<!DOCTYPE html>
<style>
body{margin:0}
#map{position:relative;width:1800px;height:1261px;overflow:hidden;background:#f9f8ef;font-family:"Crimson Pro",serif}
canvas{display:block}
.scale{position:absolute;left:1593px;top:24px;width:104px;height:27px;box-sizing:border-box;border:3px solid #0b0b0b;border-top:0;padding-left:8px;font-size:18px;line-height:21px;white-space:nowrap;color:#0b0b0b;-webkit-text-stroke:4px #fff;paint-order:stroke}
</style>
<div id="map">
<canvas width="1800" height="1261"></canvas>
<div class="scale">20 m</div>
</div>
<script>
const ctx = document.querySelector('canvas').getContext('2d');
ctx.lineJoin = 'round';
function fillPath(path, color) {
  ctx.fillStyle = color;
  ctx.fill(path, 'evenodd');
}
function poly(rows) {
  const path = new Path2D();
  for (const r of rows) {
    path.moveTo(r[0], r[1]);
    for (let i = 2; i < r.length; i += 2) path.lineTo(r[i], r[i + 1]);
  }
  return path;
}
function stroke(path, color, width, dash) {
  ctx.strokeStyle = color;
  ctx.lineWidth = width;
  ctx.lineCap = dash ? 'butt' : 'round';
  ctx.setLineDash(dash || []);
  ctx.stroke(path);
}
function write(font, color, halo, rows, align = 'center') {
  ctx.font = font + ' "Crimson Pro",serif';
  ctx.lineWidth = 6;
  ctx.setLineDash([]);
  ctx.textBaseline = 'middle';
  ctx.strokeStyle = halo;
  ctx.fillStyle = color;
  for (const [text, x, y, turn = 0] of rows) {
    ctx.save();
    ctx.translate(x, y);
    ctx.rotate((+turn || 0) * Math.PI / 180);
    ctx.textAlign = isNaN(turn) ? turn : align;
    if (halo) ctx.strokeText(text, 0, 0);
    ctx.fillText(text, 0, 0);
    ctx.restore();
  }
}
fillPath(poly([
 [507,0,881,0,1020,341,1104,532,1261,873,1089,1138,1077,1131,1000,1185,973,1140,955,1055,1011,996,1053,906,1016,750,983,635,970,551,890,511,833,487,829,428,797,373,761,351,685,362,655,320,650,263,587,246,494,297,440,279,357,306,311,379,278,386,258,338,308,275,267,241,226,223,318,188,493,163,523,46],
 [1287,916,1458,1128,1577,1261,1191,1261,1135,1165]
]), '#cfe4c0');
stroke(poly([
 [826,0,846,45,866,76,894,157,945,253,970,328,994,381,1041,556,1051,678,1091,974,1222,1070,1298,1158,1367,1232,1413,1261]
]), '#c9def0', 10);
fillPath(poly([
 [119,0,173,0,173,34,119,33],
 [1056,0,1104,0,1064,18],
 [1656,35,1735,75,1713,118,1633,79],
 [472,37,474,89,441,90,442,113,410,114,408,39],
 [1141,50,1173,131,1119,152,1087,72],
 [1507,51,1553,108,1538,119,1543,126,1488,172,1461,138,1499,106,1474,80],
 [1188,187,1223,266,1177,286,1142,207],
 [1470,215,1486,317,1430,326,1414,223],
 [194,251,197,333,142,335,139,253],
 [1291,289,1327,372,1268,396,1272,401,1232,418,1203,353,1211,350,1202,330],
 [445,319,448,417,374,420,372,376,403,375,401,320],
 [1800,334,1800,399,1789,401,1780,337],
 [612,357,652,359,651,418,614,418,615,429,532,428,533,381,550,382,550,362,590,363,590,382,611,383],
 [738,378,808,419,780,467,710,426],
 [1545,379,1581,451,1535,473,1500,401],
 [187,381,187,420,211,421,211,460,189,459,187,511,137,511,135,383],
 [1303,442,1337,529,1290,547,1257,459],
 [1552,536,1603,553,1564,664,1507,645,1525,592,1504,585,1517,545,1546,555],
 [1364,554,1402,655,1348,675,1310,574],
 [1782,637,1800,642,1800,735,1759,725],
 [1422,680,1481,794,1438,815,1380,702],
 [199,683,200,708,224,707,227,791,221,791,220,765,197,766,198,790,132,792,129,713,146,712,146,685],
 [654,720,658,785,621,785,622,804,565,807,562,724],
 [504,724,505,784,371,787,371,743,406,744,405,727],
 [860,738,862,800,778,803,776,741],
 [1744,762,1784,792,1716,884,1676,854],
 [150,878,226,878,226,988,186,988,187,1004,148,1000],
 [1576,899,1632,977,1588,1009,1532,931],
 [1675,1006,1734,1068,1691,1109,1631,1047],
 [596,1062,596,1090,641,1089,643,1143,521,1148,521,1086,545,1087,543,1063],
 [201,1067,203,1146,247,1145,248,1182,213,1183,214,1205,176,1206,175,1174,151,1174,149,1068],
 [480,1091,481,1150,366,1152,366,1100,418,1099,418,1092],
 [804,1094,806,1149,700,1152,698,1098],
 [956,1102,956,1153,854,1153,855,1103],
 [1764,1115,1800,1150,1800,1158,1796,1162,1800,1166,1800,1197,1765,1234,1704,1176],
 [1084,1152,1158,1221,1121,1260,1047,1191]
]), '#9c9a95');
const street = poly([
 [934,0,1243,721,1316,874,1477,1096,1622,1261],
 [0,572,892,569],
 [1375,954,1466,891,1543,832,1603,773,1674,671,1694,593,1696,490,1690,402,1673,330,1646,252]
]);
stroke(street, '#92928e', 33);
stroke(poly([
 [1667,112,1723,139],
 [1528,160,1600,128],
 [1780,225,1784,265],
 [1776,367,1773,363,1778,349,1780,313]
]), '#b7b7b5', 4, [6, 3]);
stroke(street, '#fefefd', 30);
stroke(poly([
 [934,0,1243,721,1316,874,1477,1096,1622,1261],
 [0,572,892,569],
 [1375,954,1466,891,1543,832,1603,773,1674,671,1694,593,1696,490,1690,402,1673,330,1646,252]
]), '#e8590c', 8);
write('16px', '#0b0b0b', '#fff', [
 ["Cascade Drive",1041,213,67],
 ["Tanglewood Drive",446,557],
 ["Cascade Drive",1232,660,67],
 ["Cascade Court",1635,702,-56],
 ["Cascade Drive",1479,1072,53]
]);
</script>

#### [Exercise details]
The lines you need are those with the word "halo"; list them from the entries.

#### [Solution for this task]
function write(font, color, halo, rows, align = 'center') {
  ctx.strokeStyle = halo;
    if (halo) ctx.strokeText(text, 0, 0);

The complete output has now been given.